*Instructions for the task*: If a line in the entries contains the string "boxes", include that line in your answer.

*Exercise data*:
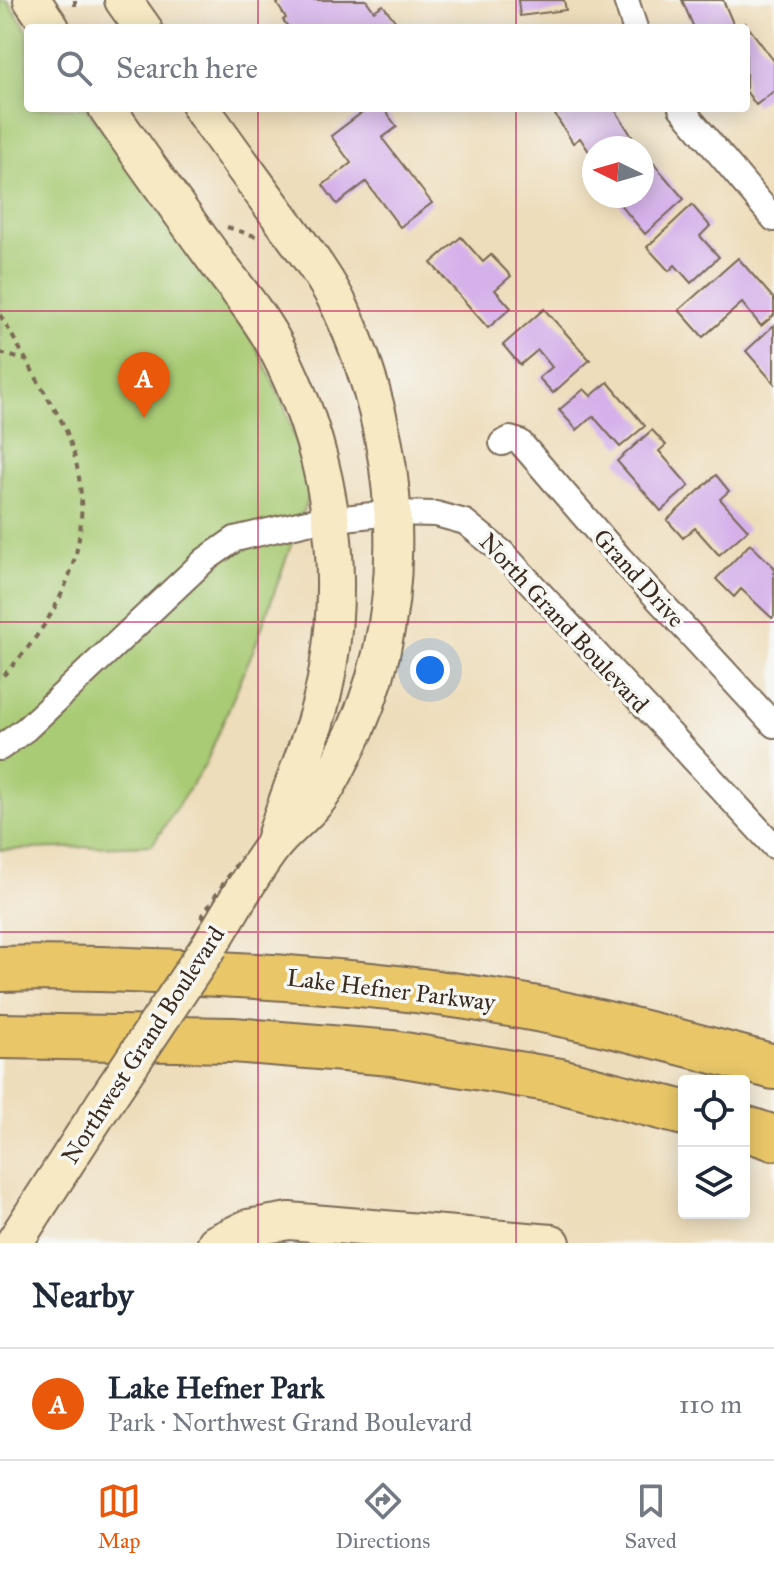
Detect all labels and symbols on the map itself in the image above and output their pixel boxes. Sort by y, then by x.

* * *

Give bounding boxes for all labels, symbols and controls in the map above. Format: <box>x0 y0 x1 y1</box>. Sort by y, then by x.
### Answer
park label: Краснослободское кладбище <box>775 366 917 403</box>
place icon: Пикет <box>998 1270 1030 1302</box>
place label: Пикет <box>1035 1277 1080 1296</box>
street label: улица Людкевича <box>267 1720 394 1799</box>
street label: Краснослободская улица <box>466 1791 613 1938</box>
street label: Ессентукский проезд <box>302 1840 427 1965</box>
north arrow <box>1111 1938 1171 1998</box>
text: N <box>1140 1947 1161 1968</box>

*Response*:
Detect all labels and symbols on the map itself in the image above and output their pixel boxes. Sort by y, then by x.
Give bounding boxes for all labels, symbols and controls in the map above. Format: <box>x0 y0 x1 y1</box>. Sort by y, then by x.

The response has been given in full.